You're welcome. I'll answer to your new questions but keep in mind that I am not a cassandra commiter nor even a cassandra specialist.

"you mean that key cache is not in heap? I am using cassandra 1.0.8 and I was under the expression it was, see http://www.datastax.com/docs/1.0/operations/tuning, Tuning Java Heap Size."

http://www.datastax.com/dev/blog/whats-new-in-cassandra-1-0-improved-memory-and-disk-space-management

If I understood this correctly, It seems that  only the row cache is off-heap. So it's not an issue for us as far as we don't use row cache.

"I thought that key-cache-size + 1GB + memtable space should not exceed heap size. Am I wrong?" 

I don't know if this is a good formula. Datastax gives it so it shouldn't be that bad :). However I would say that "key-cache-size + 1GB + memtable space"  should not exceed 0.75 * Max Heap (where 0.75 is flush_largest_memtables_at). I keep default key-cache (which is 5% of max heap if I remember well on 1.1.x) and default memtable space (1/3 of max heap). I have enlarged my heap from 2 to 4 GB because I had some memory pressure (sometimes the Heap Used was greater than 0.75 * Max Heap)

"WARN [ScheduledTasks:1] 2012-08-20 12:31:46,506 GCInspector.java (line 145) Heap is 0.7704251937535934 full.  You may need to reduce memtable and/or cache sizes.  Cassandra will now flush up to the two largest memtables to free up memory.  Adjust flush_largest_memtables_at threshold in cassandra.yaml if you don't want Cassandra to do this automatically"

This message is the memory pressure I was talking about just above.

"How do I know if my off-heap memory is not used?"

Well, if you got no row cache and your server is only used as a Cassandra node, I'm quite sure you can tune your heap to get 4GB. I guess a htop or any memory monitoring system is able to tell you how much your memory is used.

I hope I didn't tell you too much bullshits :p.

Alain

2012/8/21 Tamar Fraenkel <tamar@tok-media.com>
Thanks for you prompt response. Please see follow up questions below
Thanks!!!



Tamar Fraenkel 
Senior Software Engineer, TOK Media 






On Tue, Aug 21, 2012 at 12:57 PM, Alain RODRIGUEZ <arodrime@gmail.com> wrote:
I have the same configuration and I recently change  my cassandra-sh.yaml to :

MAX_HEAP_SIZE="4G"
HEAP_NEWSIZE="200M"

I guess it depends on how much you use the cache (which is now in the off-heap memory).

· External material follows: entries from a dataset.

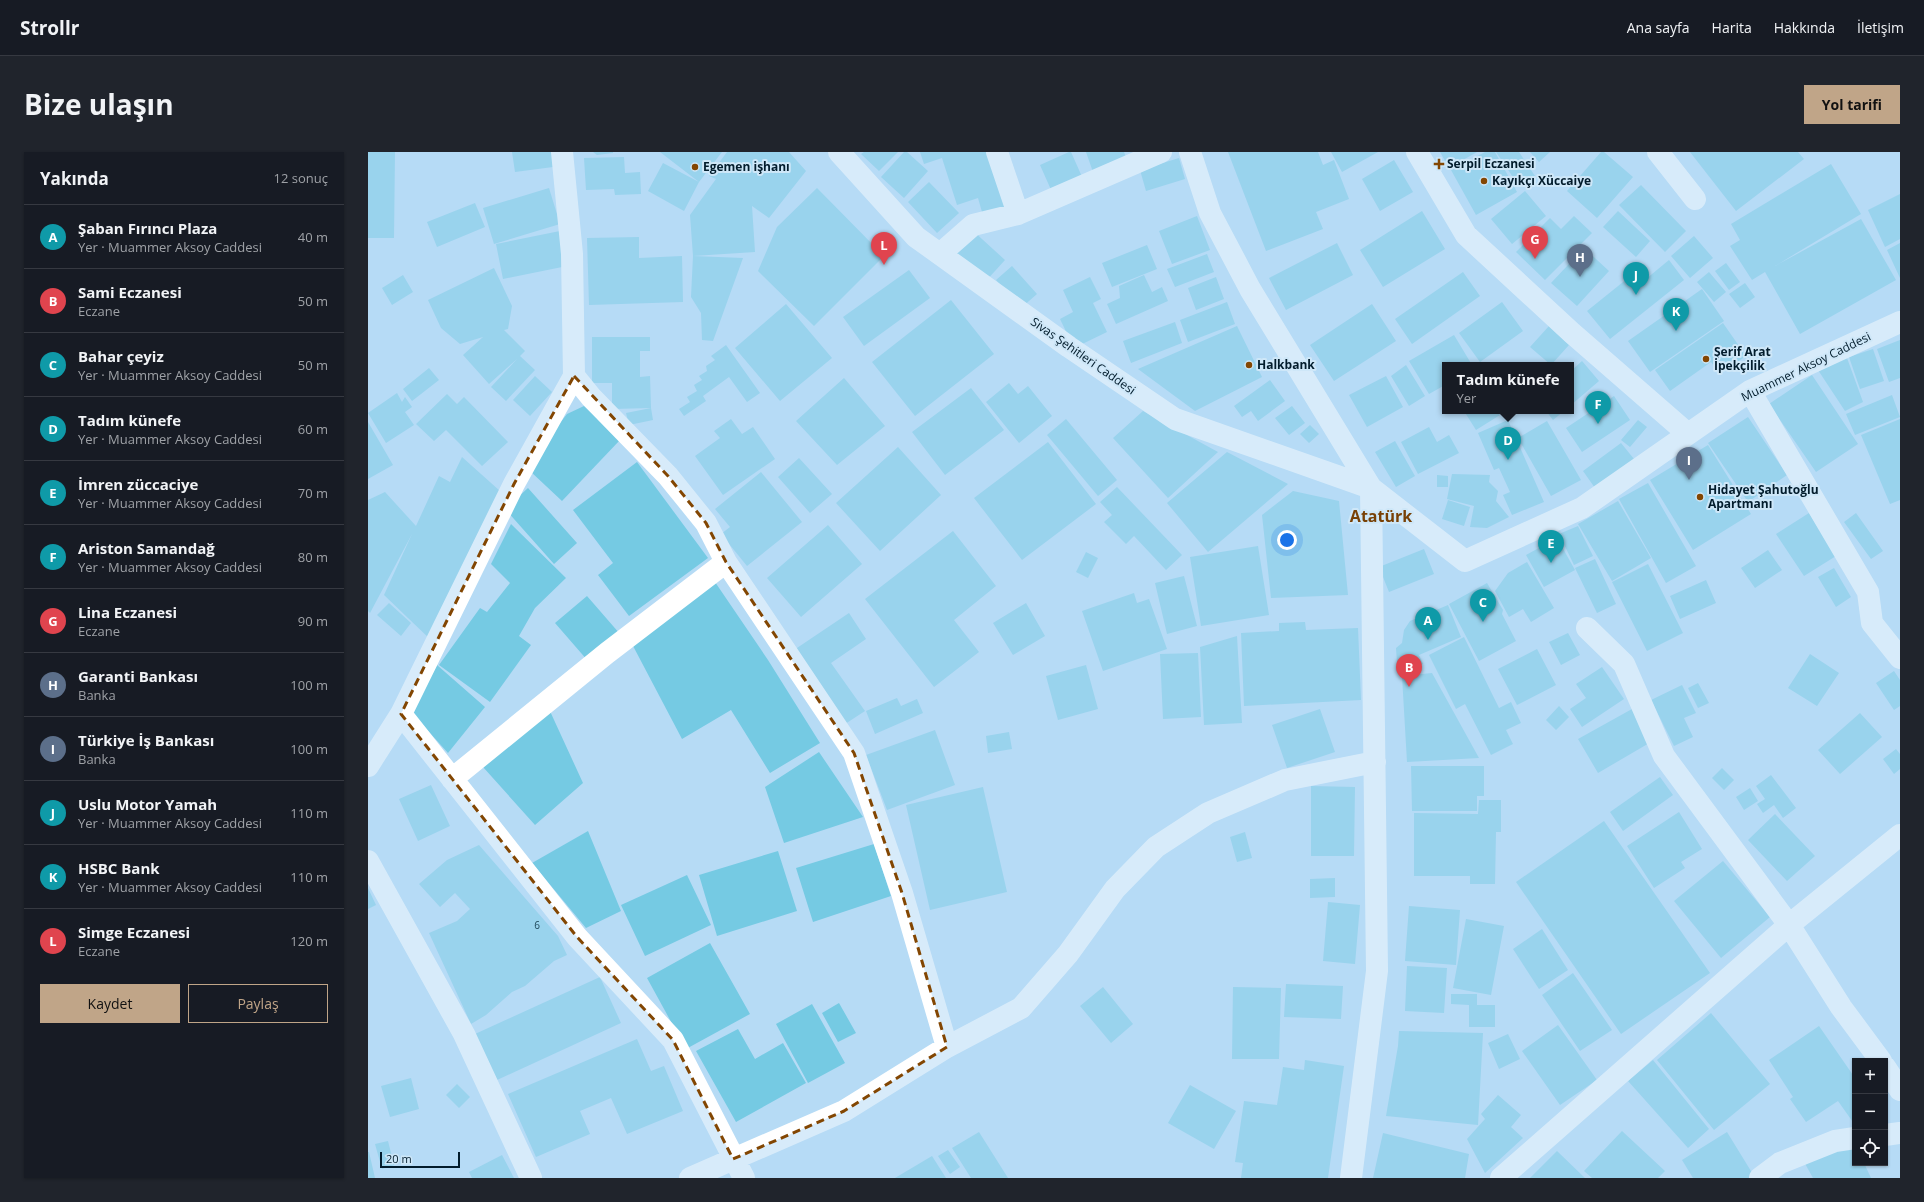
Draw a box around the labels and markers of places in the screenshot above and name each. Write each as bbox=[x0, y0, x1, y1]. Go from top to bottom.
place label: Serpil Eczanesi bbox=[1447, 155, 1535, 172]
place label: Egemen işhanı bbox=[703, 158, 790, 175]
marker: Serpil Eczanesi bbox=[1434, 159, 1444, 169]
marker: Egemen işhanı bbox=[690, 162, 700, 172]
place label: Kayıkçı Xüccaiye bbox=[1492, 172, 1591, 189]
marker: Kayıkçı Xüccaiye bbox=[1479, 176, 1489, 186]
pin: G bbox=[1522, 226, 1548, 259]
pin: L bbox=[871, 232, 897, 265]
pin: H bbox=[1567, 244, 1593, 277]
pin: J bbox=[1623, 262, 1649, 295]
pin: K bbox=[1663, 298, 1689, 331]
place label: Şerif Arat İpekçilik bbox=[1714, 343, 1771, 374]
marker: Şerif Arat İpekçilik bbox=[1701, 354, 1711, 364]
place label: Halkbank bbox=[1257, 356, 1315, 373]
marker: Halkbank bbox=[1244, 360, 1254, 370]
pin: F bbox=[1585, 391, 1611, 424]
pin: D bbox=[1495, 427, 1521, 460]
pin: I bbox=[1676, 447, 1702, 480]
place label: Hidayet Şahutoğlu Apartmanı bbox=[1708, 481, 1819, 512]
marker: Hidayet Şahutoğlu Apartmanı bbox=[1695, 492, 1705, 502]
pin: E bbox=[1538, 530, 1564, 563]
pin: C bbox=[1470, 589, 1496, 622]
pin: A bbox=[1415, 607, 1441, 640]
pin: B bbox=[1396, 654, 1422, 687]

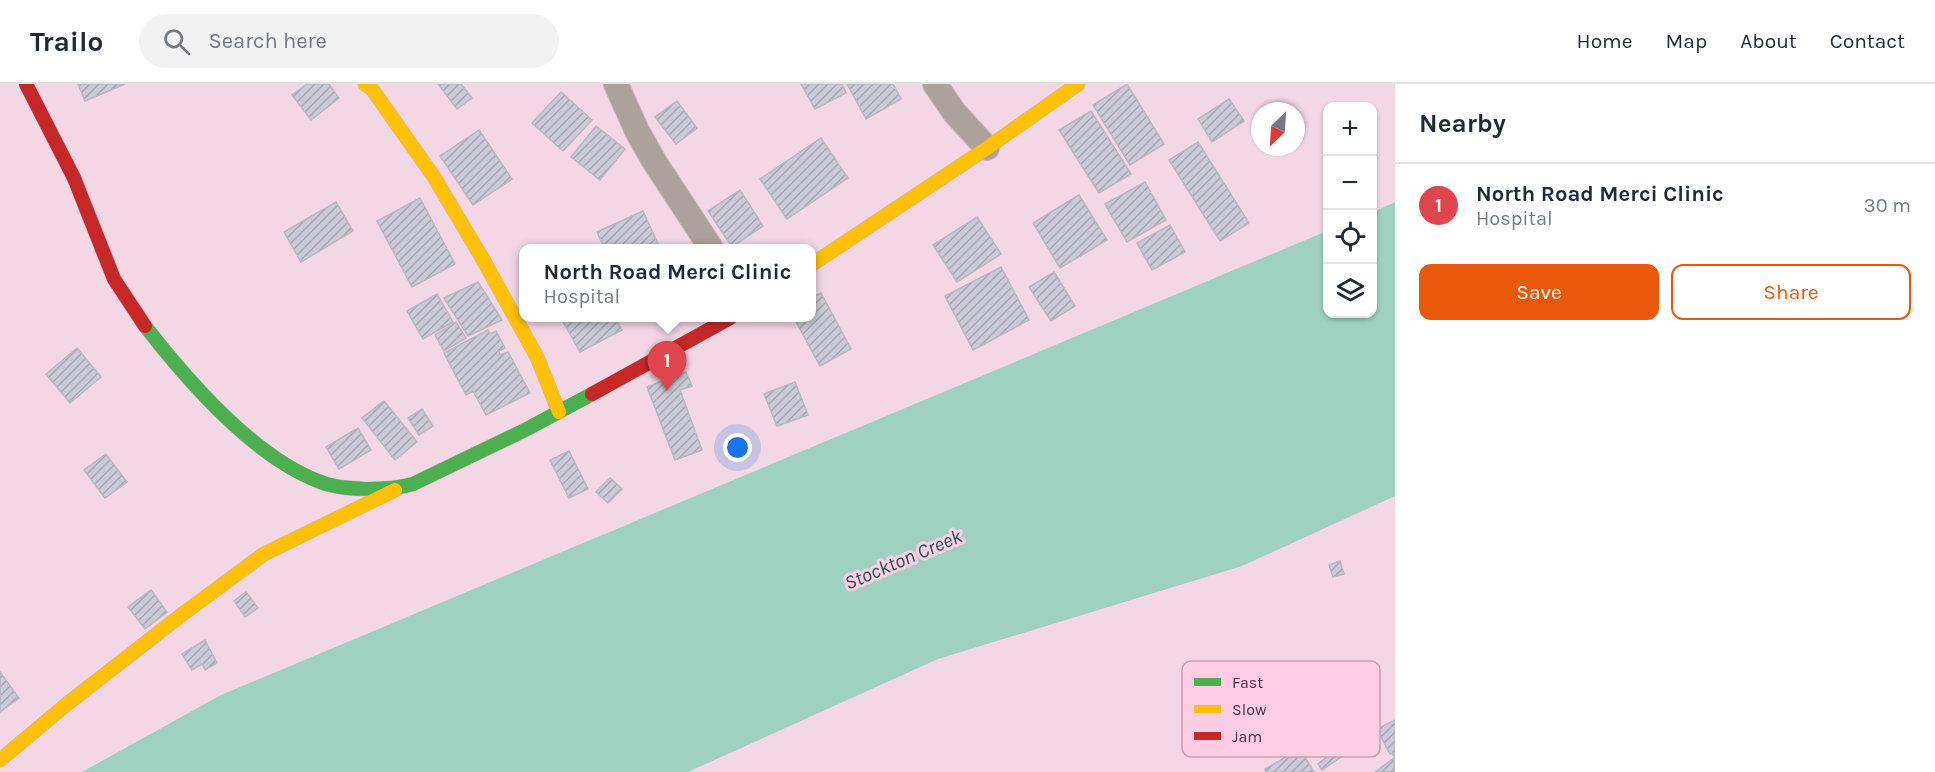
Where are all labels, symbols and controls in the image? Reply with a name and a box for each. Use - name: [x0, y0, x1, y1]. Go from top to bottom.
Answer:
- search box: [139, 14, 559, 68]
- text: Trailo: [30, 25, 103, 58]
- icon: search: [160, 25, 193, 58]
- text: Search here: [208, 28, 327, 54]
- text: Home: [1577, 29, 1633, 53]
- text: Map: [1666, 29, 1707, 53]
- text: About: [1740, 29, 1797, 53]
- text: Contact: [1830, 29, 1905, 53]
- north arrow: [1251, 102, 1305, 156]
- map controls: [1323, 102, 1377, 318]
- button: +: [1323, 102, 1377, 156]
- text: Nearby: [1419, 108, 1506, 139]
- button: −: [1323, 156, 1377, 210]
- text: North Road Merci Clinic: [1476, 181, 1724, 207]
- text: 1: [1435, 194, 1442, 217]
- text: 30 m: [1864, 194, 1911, 217]
- text: Hospital: [1476, 207, 1553, 230]
- button: locate: [1323, 210, 1377, 264]
- popup: [519, 244, 816, 322]
- text: North Road Merci Clinic: [544, 259, 791, 285]
- button: layers: [1323, 264, 1377, 318]
- button: Save: [1419, 264, 1659, 320]
- button: Share: [1671, 264, 1911, 320]
- text: Hospital: [544, 285, 620, 308]
- pin: 1: [648, 342, 686, 391]
- your location: [723, 433, 752, 462]
- water label: Stockton Creek: [841, 524, 966, 595]
- legend: [1182, 661, 1380, 757]
- text: Fast: [1232, 673, 1263, 692]
- text: Slow: [1232, 700, 1267, 719]
- text: Jam: [1232, 727, 1262, 746]

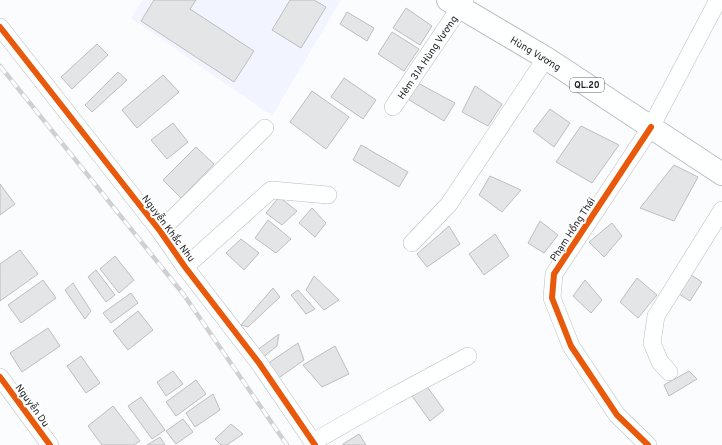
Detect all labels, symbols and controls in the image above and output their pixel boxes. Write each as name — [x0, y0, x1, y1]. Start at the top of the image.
street label: Hẻm 31A Hùng Vương — [395, 13, 461, 102]
street label: Hùng Vương — [507, 34, 563, 75]
road number: QL.20 — [570, 78, 604, 92]
street label: Nguyễn Khắc Nhu — [138, 193, 197, 265]
street label: Phạm Hồng Thái — [548, 195, 599, 264]
street label: Nguyễn Du — [12, 382, 52, 430]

you mean that key cache is not in heap? I am using cassandra 1.0.8 and I was under the expression it was, see http://www.datastax.com/docs/1.0/operations/tuning, Tuning Java Heap Size.
I thought that key-cache-size + 1GB + memtable space should not exceed heap size. Am I wrong?


I don't use row cache and use the default key cache size.
Me too, I have Key Cache capacity of 200000 for all my CFs. Currently if my calculations are correct I have about 1.4GB of key cache.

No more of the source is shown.